─── Records for this task ───
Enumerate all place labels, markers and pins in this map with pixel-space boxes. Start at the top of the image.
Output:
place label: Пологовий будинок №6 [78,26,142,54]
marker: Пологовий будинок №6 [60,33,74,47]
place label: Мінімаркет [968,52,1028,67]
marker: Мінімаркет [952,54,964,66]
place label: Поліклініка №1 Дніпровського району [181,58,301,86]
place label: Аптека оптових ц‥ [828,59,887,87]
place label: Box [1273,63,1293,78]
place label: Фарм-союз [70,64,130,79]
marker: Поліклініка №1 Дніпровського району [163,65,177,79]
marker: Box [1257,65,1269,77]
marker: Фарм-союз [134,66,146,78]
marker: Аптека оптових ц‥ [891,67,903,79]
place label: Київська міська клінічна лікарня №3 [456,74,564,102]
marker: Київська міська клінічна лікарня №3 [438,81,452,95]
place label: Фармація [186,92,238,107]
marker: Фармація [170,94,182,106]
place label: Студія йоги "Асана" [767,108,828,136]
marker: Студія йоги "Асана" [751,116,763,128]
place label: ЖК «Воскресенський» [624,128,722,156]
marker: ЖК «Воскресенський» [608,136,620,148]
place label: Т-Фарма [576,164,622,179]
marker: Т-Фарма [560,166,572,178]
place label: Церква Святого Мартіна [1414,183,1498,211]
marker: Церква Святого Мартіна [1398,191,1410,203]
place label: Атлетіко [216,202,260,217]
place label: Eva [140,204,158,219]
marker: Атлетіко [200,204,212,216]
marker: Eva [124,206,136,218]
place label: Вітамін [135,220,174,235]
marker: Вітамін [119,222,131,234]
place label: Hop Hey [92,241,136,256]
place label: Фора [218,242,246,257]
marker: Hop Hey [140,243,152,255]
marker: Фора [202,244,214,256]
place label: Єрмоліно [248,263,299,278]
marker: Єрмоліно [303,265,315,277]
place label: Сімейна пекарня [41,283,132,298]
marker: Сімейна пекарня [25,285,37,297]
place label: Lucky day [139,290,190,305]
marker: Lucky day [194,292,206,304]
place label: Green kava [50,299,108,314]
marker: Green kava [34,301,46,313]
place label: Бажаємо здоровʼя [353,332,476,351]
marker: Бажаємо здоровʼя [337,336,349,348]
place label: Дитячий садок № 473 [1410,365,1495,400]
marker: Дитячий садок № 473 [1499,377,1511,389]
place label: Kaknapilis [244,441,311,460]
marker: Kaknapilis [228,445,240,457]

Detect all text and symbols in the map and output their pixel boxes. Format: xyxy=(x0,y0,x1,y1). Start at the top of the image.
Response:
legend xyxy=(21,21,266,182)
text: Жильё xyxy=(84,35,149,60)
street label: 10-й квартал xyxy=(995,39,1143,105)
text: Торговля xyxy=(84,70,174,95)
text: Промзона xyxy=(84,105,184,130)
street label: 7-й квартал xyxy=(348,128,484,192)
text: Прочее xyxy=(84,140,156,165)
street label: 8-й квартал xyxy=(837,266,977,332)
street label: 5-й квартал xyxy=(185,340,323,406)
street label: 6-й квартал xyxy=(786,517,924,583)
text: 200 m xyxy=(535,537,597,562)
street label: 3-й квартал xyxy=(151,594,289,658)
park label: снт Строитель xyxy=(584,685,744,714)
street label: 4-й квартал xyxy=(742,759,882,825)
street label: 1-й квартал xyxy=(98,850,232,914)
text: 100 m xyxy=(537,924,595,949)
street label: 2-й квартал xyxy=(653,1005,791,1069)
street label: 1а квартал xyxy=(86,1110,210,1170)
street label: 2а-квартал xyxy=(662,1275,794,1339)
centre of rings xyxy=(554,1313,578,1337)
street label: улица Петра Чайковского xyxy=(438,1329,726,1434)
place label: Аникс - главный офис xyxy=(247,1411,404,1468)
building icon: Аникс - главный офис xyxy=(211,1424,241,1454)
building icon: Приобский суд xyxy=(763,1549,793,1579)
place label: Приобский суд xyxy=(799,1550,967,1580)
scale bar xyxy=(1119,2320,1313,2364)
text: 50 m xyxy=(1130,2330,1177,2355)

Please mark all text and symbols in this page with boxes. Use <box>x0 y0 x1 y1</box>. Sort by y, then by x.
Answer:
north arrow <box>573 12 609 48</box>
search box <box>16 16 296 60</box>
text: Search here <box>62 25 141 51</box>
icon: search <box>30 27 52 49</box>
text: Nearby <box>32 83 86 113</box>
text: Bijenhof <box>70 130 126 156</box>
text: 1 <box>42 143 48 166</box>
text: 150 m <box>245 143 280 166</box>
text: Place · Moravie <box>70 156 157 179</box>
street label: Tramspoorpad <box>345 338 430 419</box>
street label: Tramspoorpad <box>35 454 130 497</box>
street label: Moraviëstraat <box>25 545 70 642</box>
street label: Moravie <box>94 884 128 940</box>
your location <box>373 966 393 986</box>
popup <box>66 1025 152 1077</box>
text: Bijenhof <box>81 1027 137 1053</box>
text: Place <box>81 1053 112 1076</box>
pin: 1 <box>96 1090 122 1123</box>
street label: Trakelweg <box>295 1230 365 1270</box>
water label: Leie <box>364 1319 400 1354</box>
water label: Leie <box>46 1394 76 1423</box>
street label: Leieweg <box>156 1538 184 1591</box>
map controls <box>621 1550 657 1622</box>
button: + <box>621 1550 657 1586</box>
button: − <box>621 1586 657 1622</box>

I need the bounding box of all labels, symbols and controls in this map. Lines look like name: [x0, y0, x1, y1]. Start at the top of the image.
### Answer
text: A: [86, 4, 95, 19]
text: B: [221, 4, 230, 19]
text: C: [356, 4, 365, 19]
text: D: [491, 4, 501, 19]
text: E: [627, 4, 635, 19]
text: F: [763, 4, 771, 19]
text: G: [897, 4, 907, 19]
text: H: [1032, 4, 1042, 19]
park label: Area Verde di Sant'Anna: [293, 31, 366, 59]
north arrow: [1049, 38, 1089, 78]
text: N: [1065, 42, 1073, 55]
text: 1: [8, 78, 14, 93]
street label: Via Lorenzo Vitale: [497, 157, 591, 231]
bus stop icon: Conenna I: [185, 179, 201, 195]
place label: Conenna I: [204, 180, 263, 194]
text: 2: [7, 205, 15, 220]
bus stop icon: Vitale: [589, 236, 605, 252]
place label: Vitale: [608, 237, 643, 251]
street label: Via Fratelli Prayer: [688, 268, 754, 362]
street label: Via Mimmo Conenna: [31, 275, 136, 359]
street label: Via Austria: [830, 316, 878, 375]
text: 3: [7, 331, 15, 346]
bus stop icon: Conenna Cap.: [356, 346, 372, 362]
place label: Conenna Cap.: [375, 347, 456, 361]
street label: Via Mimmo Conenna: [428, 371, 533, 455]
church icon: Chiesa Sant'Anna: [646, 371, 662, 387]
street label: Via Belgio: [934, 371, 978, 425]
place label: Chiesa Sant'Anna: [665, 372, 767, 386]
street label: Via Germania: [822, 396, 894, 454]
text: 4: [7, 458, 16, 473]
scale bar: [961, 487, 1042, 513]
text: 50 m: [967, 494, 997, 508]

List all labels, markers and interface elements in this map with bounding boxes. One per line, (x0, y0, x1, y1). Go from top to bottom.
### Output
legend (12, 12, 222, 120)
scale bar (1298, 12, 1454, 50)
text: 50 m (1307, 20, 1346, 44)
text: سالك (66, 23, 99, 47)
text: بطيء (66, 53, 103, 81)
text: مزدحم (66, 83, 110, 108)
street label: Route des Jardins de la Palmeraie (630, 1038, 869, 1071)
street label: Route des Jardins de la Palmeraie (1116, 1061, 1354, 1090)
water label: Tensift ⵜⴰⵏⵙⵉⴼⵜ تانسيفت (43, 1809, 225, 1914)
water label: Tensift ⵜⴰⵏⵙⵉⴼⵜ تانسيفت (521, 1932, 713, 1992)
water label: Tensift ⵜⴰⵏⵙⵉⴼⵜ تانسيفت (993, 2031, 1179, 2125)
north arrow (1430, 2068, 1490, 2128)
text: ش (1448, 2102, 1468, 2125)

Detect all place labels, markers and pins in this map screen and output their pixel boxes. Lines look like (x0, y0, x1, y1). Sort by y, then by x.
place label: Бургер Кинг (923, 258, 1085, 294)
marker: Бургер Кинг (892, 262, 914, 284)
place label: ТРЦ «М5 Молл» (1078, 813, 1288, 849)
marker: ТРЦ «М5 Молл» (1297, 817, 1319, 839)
───
● **What you are asked to do**: Extract every line containing the string "kava" from the data above.

● **Task output**:
place label: Green kava [50,299,108,314]
marker: Green kava [34,301,46,313]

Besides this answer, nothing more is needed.